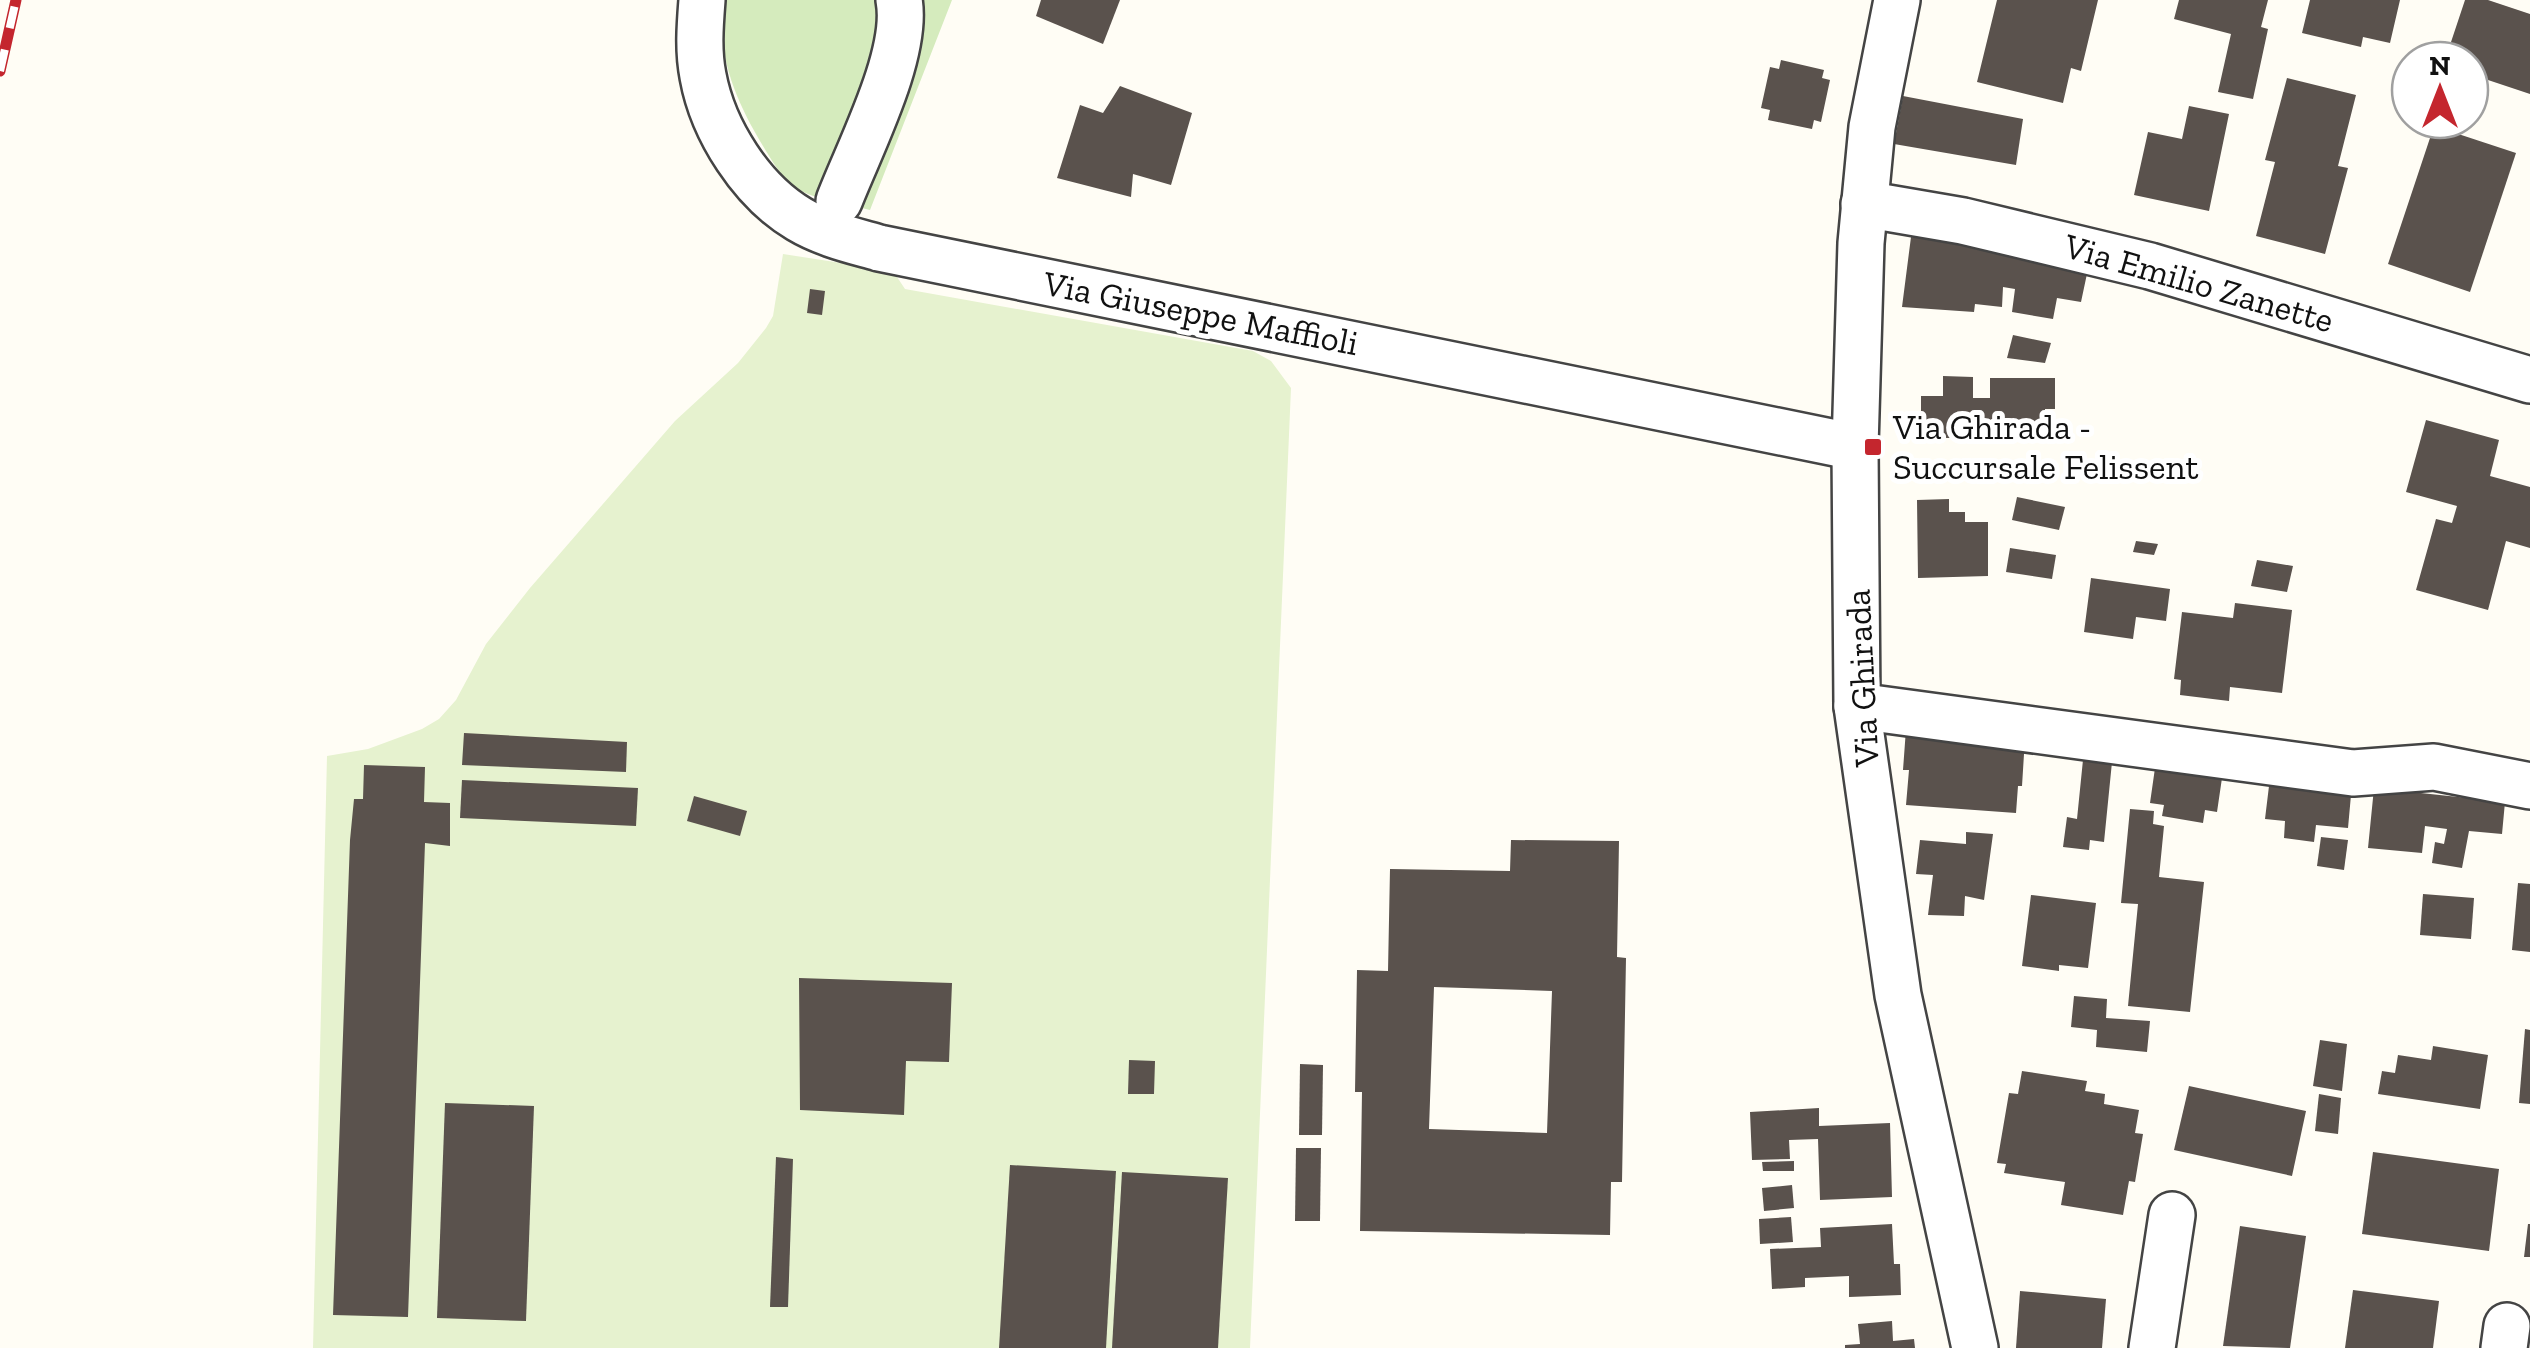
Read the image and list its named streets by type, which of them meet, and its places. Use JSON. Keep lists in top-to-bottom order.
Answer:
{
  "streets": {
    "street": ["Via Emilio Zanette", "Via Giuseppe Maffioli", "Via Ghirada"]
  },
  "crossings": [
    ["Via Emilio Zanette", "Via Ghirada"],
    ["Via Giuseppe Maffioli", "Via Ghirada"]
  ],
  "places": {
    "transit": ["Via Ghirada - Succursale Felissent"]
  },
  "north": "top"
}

Task requirements
Wherever the listing shows a picture, omit it and output the rest exactly as given.

Answer to the exercise
Read the image and list its named streets by type, which of them meet, and its places. Use JSON. Keep lists in top-to-bottom order.
Answer:
{
  "streets": {
    "street": ["Via Emilio Zanette", "Via Giuseppe Maffioli", "Via Ghirada"]
  },
  "crossings": [
    ["Via Emilio Zanette", "Via Ghirada"],
    ["Via Giuseppe Maffioli", "Via Ghirada"]
  ],
  "places": {
    "transit": ["Via Ghirada - Succursale Felissent"]
  },
  "north": "top"
}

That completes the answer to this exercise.